NAME

Stacktrace::Configurable - a configurable Perl stack trace

SYNOPSIS

 use Stacktrace::Configurable;

 Stacktrace::Configurable->new(format=>$fmt)->get_trace->as_string;

DESCRIPTION

The idea for Stacktrace::Configurable came when I needed a easily readable stack trace in Log::Log4perl output. That distribution's pattern layout can give you a stack trace but it's not very readable. There are other modules out there that provide a caller stack, like Devel::StackTrace and Carp. Choose what suits you best.

A stack trace is basically a list of stack frames starting with the place where the get_trace method is called down to the main program. The first element in that list is also called the topmost frame.

Each frame of the list collected by get_trace is a Stacktrace::Configurable::Frame object which provides simple accessors for the information returned by caller. Additionally, a frame has a "nr" in Stacktrace::Configurable::Frame attribute which contains its position in the list starting from 1 (topmost).

Constructor

The constructor Stacktrace::Configurable->new is called with a list of key/value pairs as parameters. After constructing an empty object it uses each of those keys as method name and calls it passing the value as parameter.

Example:

 $trace=Stacktrace::Configurable->new(format=>$fmt);

Attributes

Attributes are simple accessor methods that provide access to scalar variables stored in the object. If called with a parameter the new value is stored. The return value is always the new or current value.

These attributes are implemented:

format

the format specification, see below

frames

the stack trace. It is an arrayref of Stacktrace::Configurable::Frame objects usually initialized by the get_trace method.

Public Methods

$obj->get_trace

collects the stack trace with the caller of get_trace as the topmost frame and stores it as $obj->frames.

Returns the object itself to allow for chained calls like

 $obj->get_trace->as_string;
$obj->as_string

formats the stack trace according to the current format and returns the resulting string.

Methods interesting for subclassing

$obj->skip_package_re

returns the empty list. If overwritten by subclasses, it should return a regular expression matching package names which is used to skip stack frames from the top of the stack. get_trace starts to collect stack frames from the top of the stack. If skip_package_re returns a regexp, it drops those frames as long as their package matches the regexp. Once a non-matching package is discovered all remaining frames are included in the trace no matter what package.

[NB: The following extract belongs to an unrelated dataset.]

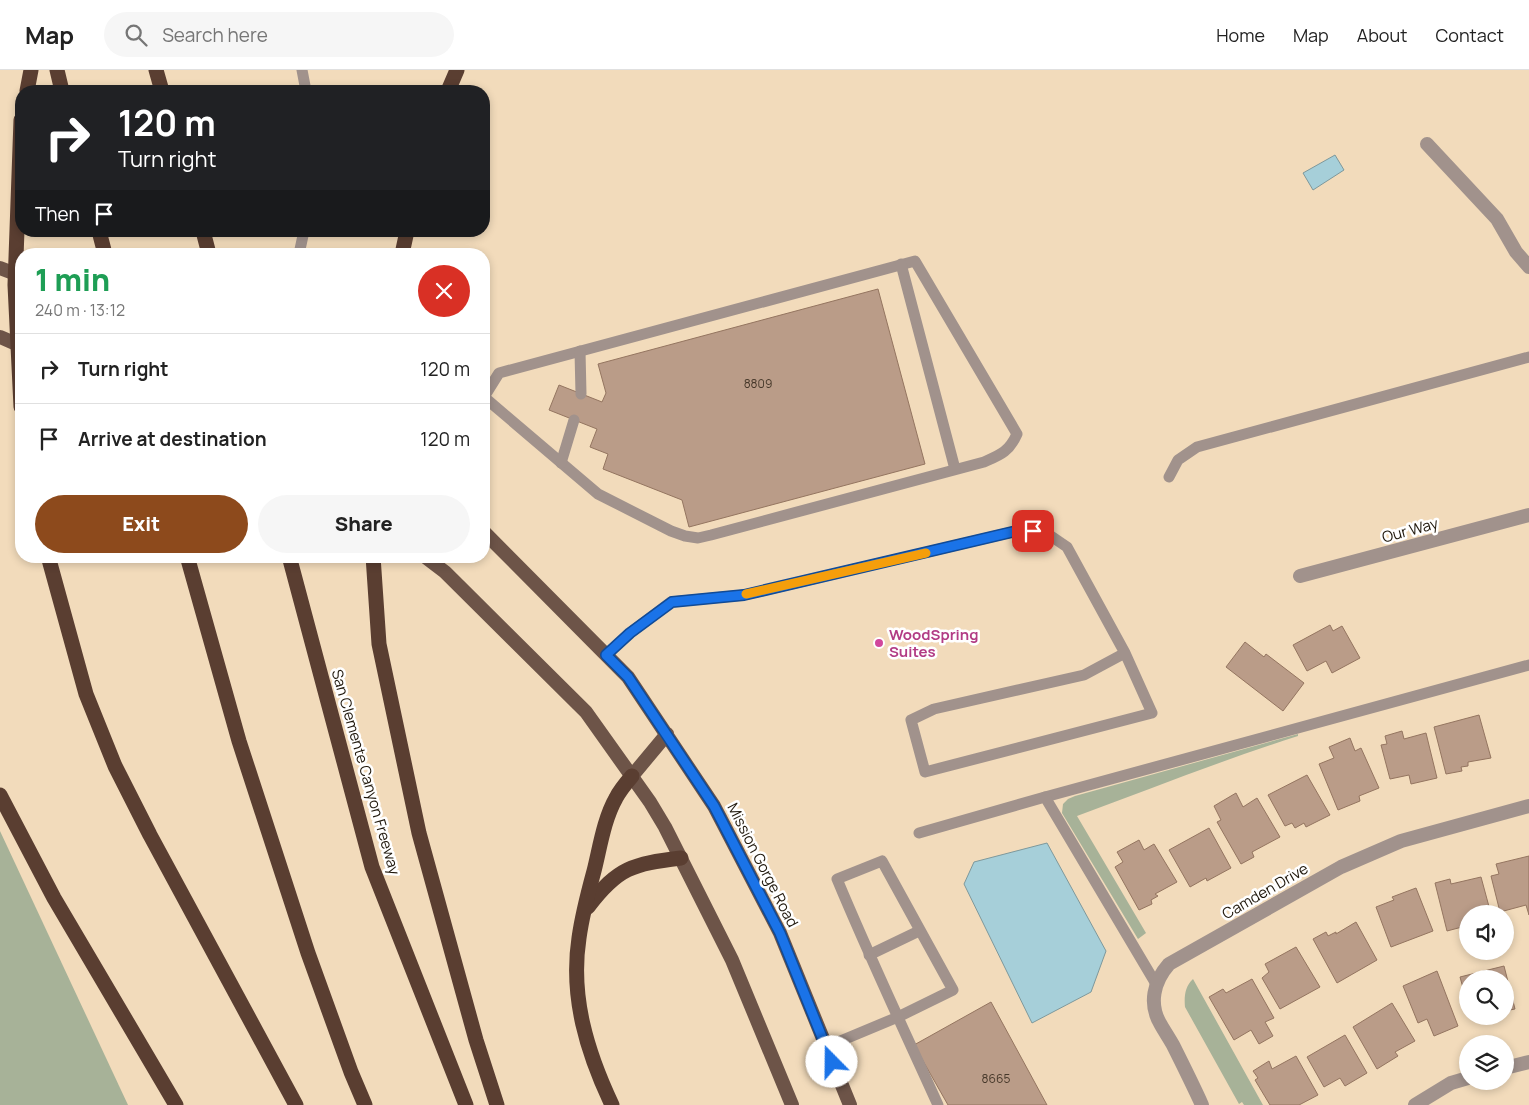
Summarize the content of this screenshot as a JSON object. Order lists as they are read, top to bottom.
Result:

This allows you to skip frames internal to your subclass from the top of the stack if you are not sure of the nesting level at which get_trace is called.

$obj->skip_package_number

Similar to skip_package_re, only it specifies the actual nesting level. For the base class (Stacktrace::Configurable) 1 is returned.

$obj->default_format

this method returns a constant that is used by the constructor to initialize the format attribute if omitted.

The current default format is:

 'env=STACKTRACE_CONFIG,'.
 '%[nr=1,s=    ==== START STACK TRACE ===]b%[nr=1,n]b'.
 '%4b[%*n] at %f line %l%[n]b'.
 '%12b%[skip_package]s %[env=STACKTRACE_CONFIG_A]a'.
 '%[nr!STACKTRACE_CONFIG_MAX,c=%n    ... %C frames cut off]b'.
 '%[nr=$,n]b%[nr=$,s=    === END STACK TRACE ===]b%[nr=$,n]b'
$obj->fmt_b
$obj->fmt_n
$obj->fmt_s
$obj->fmt_a
$obj->fmt_f
$obj->fmt_l
$obj->fmt_c
$obj->fmt_p

these methods format a certain portion of a stack frame. They are called as methods. So, the first parameter is the object itself. The following parameters are:

$frame

the frame to format

$width

the width part of the format specification

$param

the param part of the format specification

Return value: the formatted string

Private Methods

$obj->_use_dumper

Format

The format used by Stacktrace::Configurable is inspired by printf and Log::Log4perl::Layout::PatternLayout.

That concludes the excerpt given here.